Exercise requirements = In the records below, some lines contain the word "left". Copy each of them.

Records for this exercise =
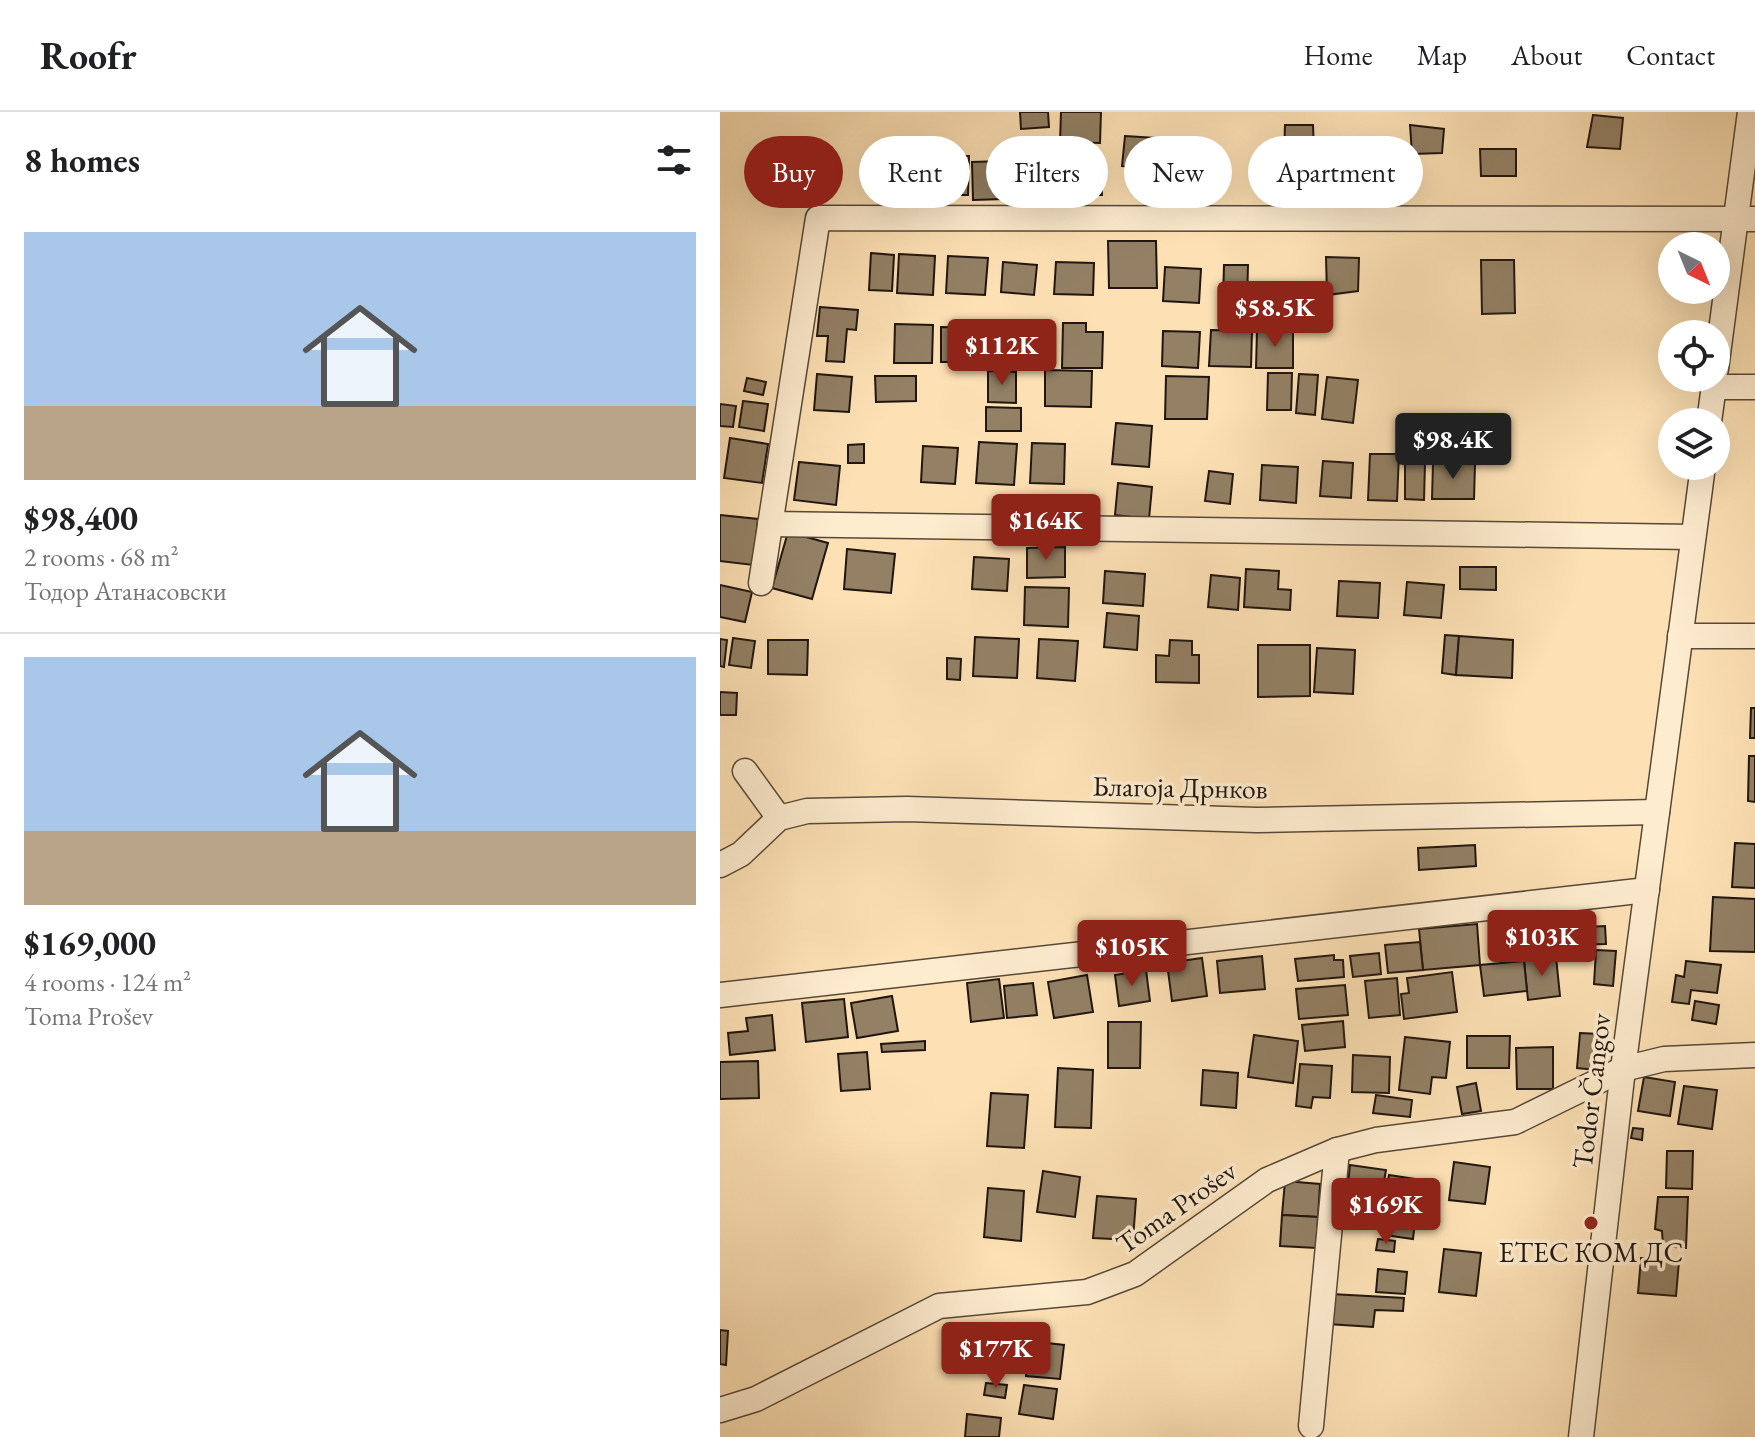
<!DOCTYPE html>
<html lang="en">
<head>
<meta charset="utf-8">
<style>
	:root { --surface:#fff; --page:#f2f2f2; --text:#202124; --muted:#757577; --line:#e0e0e0; --accent:#8f2418 }
	body { margin:0; font-family:"EB Garamond",serif; background:var(--page); color:var(--text); height:100vh; display:flex; flex-direction:column; font-size:30px; white-space:nowrap }
	* { box-sizing:border-box; margin:0 }
	p { font-size:26px; color:var(--muted) }
	.icon { flex:none; width:44px; height:44px; fill:none; stroke:currentColor; stroke-width:2; stroke-linecap:round; stroke-linejoin:round }
	.map { position:relative; flex:1; overflow:hidden }
	.drawer { display:flex; flex-direction:column; background:var(--surface); width:720px }
	.drawer>* { flex:none }
	.top-card { position:absolute; left:24px; top:24px; width:760px; height:72px; display:flex; gap:16px }
	.needle { width:52px; rotate:137deg }
	.tools { position:absolute; left:938px; top:120px; display:grid; gap:16px }
	.tools a { display:grid; place-items:center; width:72px; height:72px; border-radius:50%; background:var(--surface); box-shadow:0 8px 32px #0002; font-size:40px }
	.price { position:absolute; translate:-50% -68px; padding:0 18px; border-radius:8px; background:var(--accent); color:#fff; font-size:26px; line-height:52px; filter:drop-shadow(0 2px 4px #0008) }
	.price::after { content:''; position:absolute; left:50%; top:48px; width:24px; height:18px; margin-left:-12px; background:inherit; clip-path:polygon(0 0,100% 0,50% 100%) }
	.price.active { background:#222; color:#fff }
	ul { padding:0; list-style:none }
	li { display:grid; align-content:center; gap:16px; height:424px; padding:0 24px }
	li+li { border-top:2px solid var(--line) }
	li span { display:grid; place-items:center; height:248px; border-radius:0px; color:#555 }
	li>.icon { margin-inline-start:auto }
	span .icon { width:144px; height:144px; fill:#fffc; stroke-width:1 }
	li b { font-size:34px }
	h2 { display:flex; justify-content:space-between; align-items:center; height:96px; padding:0 24px; font-size:34px }
	.pill { padding:0 28px; border-radius:36px; background:var(--surface); box-shadow:0 8px 32px #0002; font-size:28px; line-height:72px }
	.pill.active { background:var(--accent); color:#fff }
	header { display:flex; align-items:center; gap:48px; box-sizing:border-box; height:112px; padding:0 40px; background:var(--surface); border-bottom:2px solid var(--line) }
	header strong { font-size:38px }
	nav { display:flex; gap:44px; margin-inline-start:auto; font-size:28px }
	main { display:flex; flex:1; min-height:0 }
	.map>svg:first-child { display:block }
</style>
</head>
<body>
<header>
<strong>Roofr</strong>
<nav><a>Home</a><a>Map</a><a>About</a><a>Contact</a></nav>
</header>
<main>
<section class="drawer">
<h2>8 homes<svg class="icon" aria-label="filters" viewBox="0 0 24 24"><path d="M4 7h16M4 17h16"/><circle cx="9" cy="7" r="2"/><circle cx="15" cy="17" r="2"/></svg></h2>
<ul>
<li><span style="background:linear-gradient(#a9c7e8 70%,#b9a48a 0)"><svg class="icon" aria-label="home" viewBox="0 0 24 24"><path d="M3 11l9-7 9 7M6 9v11h12V9"/></svg></span><div><b>$98,400</b><p>2 rooms · 68 m²</p><p>Тодор Атанасовски</p></div></li>
<li><span style="background:linear-gradient(#a9c7e8 70%,#b9a48a 0)"><svg class="icon" aria-label="home" viewBox="0 0 24 24"><path d="M3 11l9-7 9 7M6 9v11h12V9"/></svg></span><div><b>$169,000</b><p>4 rooms · 124 m²</p><p>Toma Prošev</p></div></li>
</ul>
</section>
<div class="map">
<svg width="1035" height="1325" viewBox="0 0 1035 1325">
	<rect width="100%" height="100%" fill="#fde1b5"/>
	<filter id="stains"><feTurbulence type="fractalNoise" baseFrequency=".0025" numOctaves="4"/><feColorMatrix values="0 0 0 0 .2 0 0 0 0 .09 0 0 0 0 .02 0 0 0 .5 -.17"/></filter>
	<radialGradient id="worn" r=".72"><stop offset=".6" stop-color="#630" stop-opacity="0"/><stop offset="1" stop-color="#630" stop-opacity=".3"/></radialGradient>
	<!-- building -->
	<g fill="#938065" stroke="#20160f" stroke-width="2">
		<polygon points="300,0 328,0 329,15 301,17"/>
		<polygon points="341,0 381,0 380,31 340,30"/>
		<polygon points="873,3 903,6 900,37 867,35"/>
		<polygon points="565,13 593,13 594,39 564,42"/>
		<polygon points="690,13 724,17 722,41 692,42"/>
		<polygon points="405,24 436,26 433,56 402,54"/>
		<polygon points="760,37 796,37 796,64 761,64"/>
		<polygon points="293,41 326,41 325,86 292,85"/>
		<polygon points="439,42 470,45 468,82 436,80"/>
		<polygon points="217,44 249,44 248,83 216,83"/>
		<polygon points="646,46 684,47 684,89 647,90"/>
		<polygon points="283,49 284,87 253,88 252,50"/>
		<polygon points="601,50 632,53 632,83 601,86"/>
		<polygon points="381,53 382,83 353,83 352,54"/>
		<polygon points="388,129 436,129 437,176 389,176"/>
		<polygon points="151,141 174,143 172,179 149,178"/>
		<polygon points="179,142 215,144 213,183 177,181"/>
		<polygon points="228,144 268,146 265,183 226,181"/>
		<polygon points="606,145 639,146 638,179 607,183"/>
		<polygon points="761,148 794,148 795,201 762,202"/>
		<polygon points="283,150 317,153 314,183 281,180"/>
		<polygon points="336,150 374,151 373,183 334,182"/>
		<polygon points="504,153 528,153 527,189 503,189"/>
		<polygon points="445,155 481,157 479,191 443,189"/>
		<polygon points="100,195 138,198 136,218 127,217 124,250 106,249 108,224 97,224"/>
		<polygon points="343,211 366,211 366,220 383,220 382,256 342,256"/>
		<polygon points="175,212 213,213 212,251 174,251"/>
		<polygon points="221,215 262,216 262,250 221,250"/>
		<polygon points="491,218 532,219 531,255 489,254"/>
		<polygon points="537,218 573,219 573,256 536,256"/>
		<polygon points="443,219 480,220 478,256 442,254"/>
		<rect x="272" y="231" width="35" height="19"/>
		<polygon points="325,258 372,259 371,295 325,294"/>
		<polygon points="268,259 296,260 296,291 268,290"/>
		<polygon points="548,261 572,261 571,298 547,298"/>
		<polygon points="97,262 132,265 129,300 94,298"/>
		<polygon points="579,262 598,263 595,303 576,301"/>
		<polygon points="155,264 196,264 196,289 156,290"/>
		<polygon points="446,264 489,265 487,307 445,307"/>
		<polygon points="607,265 638,268 633,311 602,307"/>
		<polygon points="27,266 46,270 43,283 24,279"/>
		<polygon points="23,289 48,292 44,319 19,315"/>
		<polygon points="0,292 16,294 13,315 0,314"/>
		<polygon points="266,295 301,296 301,319 266,319"/>
		<polygon points="396,311 432,314 429,355 392,352"/>
		<polygon points="10,326 48,332 42,371 4,366"/>
		<polygon points="259,330 297,332 294,373 256,371"/>
		<polygon points="312,331 345,332 344,372 310,371"/>
		<polygon points="144,332 144,351 128,351 128,333"/>
		<polygon points="203,334 238,336 235,372 201,370"/>
		<polygon points="650,342 679,342 677,389 648,388"/>
		<polygon points="603,349 633,351 631,386 600,384"/>
		<polygon points="79,350 120,354 116,393 74,388"/>
		<polygon points="685,350 705,351 704,388 685,387"/>
		<polygon points="713,351 755,352 754,387 712,387"/>
		<polygon points="542,353 578,355 576,391 540,388"/>
		<polygon points="489,359 513,362 510,392 485,389"/>
		<polygon points="398,371 432,375 429,407 395,403"/>
		<polygon points="0,403 38,407 33,453 0,449"/>
		<polygon points="68,420 108,431 92,487 52,476"/>
		<polygon points="345,435 345,465 307,466 307,436"/>
		<polygon points="127,437 175,442 171,481 124,477"/>
		<polygon points="254,445 289,447 287,479 252,477"/>
		<polygon points="740,455 776,455 776,478 740,477"/>
		<polygon points="526,457 559,459 558,477 571,478 570,498 524,495"/>
		<polygon points="385,459 425,462 423,494 383,491"/>
		<polygon points="491,463 520,466 518,498 488,495"/>
		<polygon points="619,469 660,471 658,506 617,504"/>
		<polygon points="687,470 724,473 721,506 684,503"/>
		<polygon points="0,473 32,480 25,510 0,505"/>
		<polygon points="305,475 349,476 348,515 304,513"/>
		<polygon points="387,501 419,504 417,538 384,535"/>
		<polygon points="725,523 739,524 736,563 722,561"/>
		<polygon points="739,524 793,528 792,566 736,563"/>
		<polygon points="255,525 299,527 297,566 253,564"/>
		<polygon points="13,526 35,529 31,556 9,553"/>
		<polygon points="0,527 7,528 4,555 0,554"/>
		<polygon points="319,527 358,529 355,569 317,566"/>
		<polygon points="48,528 88,528 87,563 48,562"/>
		<polygon points="450,528 472,529 472,543 479,543 479,571 436,570 436,543 449,544"/>
		<polygon points="538,533 590,533 590,584 538,585"/>
		<polygon points="597,536 635,538 633,582 594,580"/>
		<polygon points="227,546 241,547 240,568 227,567"/>
		<polygon points="0,580 17,581 16,603 0,603"/>
		<polygon points="1031,596 1035,596 1035,626 1030,626"/>
		<polygon points="1029,644 1035,644 1035,690 1028,689"/>
		<polygon points="1015,731 1035,732 1035,776 1012,775"/>
		<polygon points="755,733 756,754 699,758 698,736"/>
		<polygon points="993,785 1035,787 1035,840 990,839"/>
		<polygon points="866,803 867,815 885,814 886,832 841,833 841,804"/>
		<polygon points="757,812 760,853 703,858 699,817"/>
		<polygon points="700,830 703,858 668,861 665,833"/>
		<polygon points="876,838 896,839 893,874 874,872"/>
		<polygon points="659,841 661,862 633,865 630,844"/>
		<polygon points="614,843 614,848 623,848 624,865 578,869 575,847"/>
		<polygon points="542,844 545,877 500,881 497,849"/>
		<polygon points="836,845 840,884 808,888 804,849"/>
		<polygon points="482,846 487,884 452,889 447,851"/>
		<polygon points="804,849 807,879 764,884 760,853"/>
		<polygon points="966,849 1001,853 997,881 971,878 969,892 952,890 956,863 964,865"/>
		<polygon points="426,858 430,889 399,894 395,863"/>
		<polygon points="732,860 737,900 684,907 681,882 689,881 687,866"/>
		<polygon points="367,863 373,900 334,906 328,870"/>
		<polygon points="677,866 680,903 649,906 645,869"/>
		<polygon points="279,867 284,906 251,910 247,871"/>
		<polygon points="313,871 317,903 287,906 284,874"/>
		<polygon points="625,873 628,903 579,907 576,877"/>
		<polygon points="172,884 178,919 137,926 131,891"/>
		<polygon points="124,887 128,925 86,930 82,891"/>
		<polygon points="975,889 999,893 996,912 972,908"/>
		<polygon points="52,903 55,938 10,943 8,921 28,919 26,906"/>
		<polygon points="623,909 625,935 585,939 582,913"/>
		<polygon points="388,910 421,910 420,956 388,956"/>
		<polygon points="860,921 879,922 876,958 857,956"/>
		<polygon points="534,923 578,929 573,971 528,965"/>
		<polygon points="747,924 790,924 789,956 747,956"/>
		<polygon points="685,925 730,930 726,966 712,965 710,982 679,978"/>
		<polygon points="205,929 205,938 162,940 161,932"/>
		<polygon points="833,935 833,977 797,977 796,936"/>
		<polygon points="147,940 150,977 121,979 118,942"/>
		<polygon points="633,943 670,945 669,981 632,980"/>
		<polygon points="38,949 39,986 0,987 0,950"/>
		<polygon points="580,952 612,954 610,986 593,985 591,996 576,994"/>
		<polygon points="338,956 373,958 371,1016 335,1015"/>
		<polygon points="483,958 518,961 516,996 481,993"/>
		<polygon points="924,965 955,970 950,1004 918,999"/>
		<polygon points="756,971 761,999 742,1002 737,975"/>
		<polygon points="964,974 997,978 992,1017 958,1012"/>
		<polygon points="271,981 308,983 304,1036 267,1034"/>
		<polygon points="656,983 692,988 690,1005 653,1001"/>
		<polygon points="913,1016 923,1017 922,1028 911,1026"/>
		<polygon points="947,1039 973,1039 972,1077 946,1076"/>
		<polygon points="734,1050 770,1055 765,1092 729,1088"/>
		<polygon points="630,1053 666,1058 661,1086 627,1082"/>
		<polygon points="323,1059 360,1065 355,1105 317,1100"/>
		<polygon points="669,1063 709,1069 702,1107 663,1100"/>
		<polygon points="565,1069 600,1072 598,1105 562,1103"/>
		<polygon points="268,1076 304,1079 301,1129 264,1125"/>
		<polygon points="627,1082 661,1086 657,1116 623,1112"/>
		<polygon points="377,1084 416,1087 413,1128 373,1126"/>
		<polygon points="938,1085 968,1085 966,1136 943,1134 942,1119 935,1117"/>
		<polygon points="562,1103 598,1105 596,1136 560,1134"/>
		<polygon points="666,1106 695,1109 693,1127 664,1123"/>
		<polygon points="658,1127 675,1129 674,1140 656,1138"/>
		<polygon points="724,1137 761,1141 756,1184 719,1180"/>
		<polygon points="921,1146 959,1149 956,1184 918,1181"/>
		<polygon points="658,1157 687,1160 685,1182 656,1180"/>
		<polygon points="611,1182 684,1186 683,1199 655,1198 653,1215 608,1212"/>
		<polygon points="0,1218 8,1219 6,1253 0,1252"/>
		<polygon points="309,1229 344,1233 340,1267 306,1264"/>
		<polygon points="266,1271 287,1273 285,1286 264,1283"/>
		<polygon points="304,1273 337,1277 333,1307 299,1302"/>
		<polygon points="247,1302 281,1306 279,1325 245,1325"/>
	</g>
	<g fill="none" stroke-linecap="round" stroke-linejoin="round">
		<defs>
			<g id="minor">
				<polyline points="996,257 1030,0"/>
				<polyline points="993,275 1035,275"/>
				<polyline points="989,310 995,266"/>
				<polyline points="50,412 973,425"/>
				<polyline points="41,471 98,106 1035,107"/>
				<polyline points="960,524 1035,524"/>
				<polyline points="25,659 59,706"/>
				<polyline points="0,753 21,742 59,706 87,699 187,697 537,708 937,700"/>
				<polyline points="0,883 927,778"/>
				<polyline points="0,1298 36,1287 219,1194 367,1180 415,1162 547,1068 617,1038 656,1028 795,1010 903,957 944,947 1035,943"/>
				<polyline points="591,1314 617,1038"/>
				<polyline points="861,1325 903,957 983,354"/>
			</g>
		</defs>
		<!-- minor casing -->
		<use href="#minor" stroke="#574938" stroke-width="27"/>
		<!-- minor -->
		<use href="#minor" stroke="#feeccf" stroke-width="24"/>
	</g>
	<!-- markers -->
	<circle fill="#8f2418" stroke="#feeccf" stroke-width="3" cx="871" cy="1111" r="8"/>
	<g text-anchor="middle" stroke-width="7" stroke-linejoin="round" paint-order="stroke">
		<!-- street labels -->
		<g font-size="28" fill="#20160f" stroke="#feeccf">
			<text transform="translate(460 675) rotate(1)" y="10">Благоја Дрнков</text>
			<text transform="translate(871 979) rotate(-83)" y="10">Todor Čangov</text>
			<text transform="translate(456 1095) rotate(-35)" y="10">Toma Prošev</text>
		</g>
		<!-- poi labels -->
		<g font-size="28" fill="#20160f" stroke="#feeccf">
			<text x="871" y="1150">ЕТЕС КОМ ДС</text>
		</g>
	</g>
	<rect width="100%" height="100%" filter="url(#stains)"/>
	<rect width="100%" height="100%" fill="url(#worn)"/>
</svg>
<div class="tools">
<a><svg class="needle" viewBox="-14 -14 28 28"><path d="M0-13l5 13h-10z" fill="#e53935"/><path d="M0 13l5-13h-10z" fill="#757577"/></svg></a>
<a><svg class="icon" aria-label="locate" viewBox="0 0 24 24"><circle cx="12" cy="12" r="6"/><path d="M12 2v4M12 18v4M2 12h4M18 12h4"/></svg></a>
<a><svg class="icon" aria-label="layers" viewBox="0 0 24 24"><path d="M12 4l9 5-9 5-9-5zM3 14l9 5 9-5"/></svg></a>
</div>
<b class="price" style="left:555px;top:237px">$58.5K</b>
<b class="price" style="left:282px;top:275px">$112K</b>
<b class="price active" style="left:733px;top:369px">$98.4K</b>
<b class="price" style="left:326px;top:450px">$164K</b>
<b class="price" style="left:822px;top:866px">$103K</b>
<b class="price" style="left:412px;top:876px">$105K</b>
<b class="price" style="left:666px;top:1134px">$169K</b>
<b class="price" style="left:276px;top:1278px">$177K</b>
<div class="top-card">
<a class="pill active">Buy</a>
<a class="pill">Rent</a>
<a class="pill">Filters</a>
<a class="pill">New</a>
<a class="pill">Apartment</a>
</div>
</div>
</main>
</body>
</html>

Written answer =
	.top-card { position:absolute; left:24px; top:24px; width:760px; height:72px; display:flex; gap:16px }
	.tools { position:absolute; left:938px; top:120px; display:grid; gap:16px }
	.price::after { content:''; position:absolute; left:50%; top:48px; width:24px; height:18px; margin-left:-12px; background:inherit; clip-path:polygon(0 0,100% 0,50% 100%) }
<b class="price" style="left:555px;top:237px">$58.5K</b>
<b class="price" style="left:282px;top:275px">$112K</b>
<b class="price active" style="left:733px;top:369px">$98.4K</b>
<b class="price" style="left:326px;top:450px">$164K</b>
<b class="price" style="left:822px;top:866px">$103K</b>
<b class="price" style="left:412px;top:876px">$105K</b>
<b class="price" style="left:666px;top:1134px">$169K</b>
<b class="price" style="left:276px;top:1278px">$177K</b>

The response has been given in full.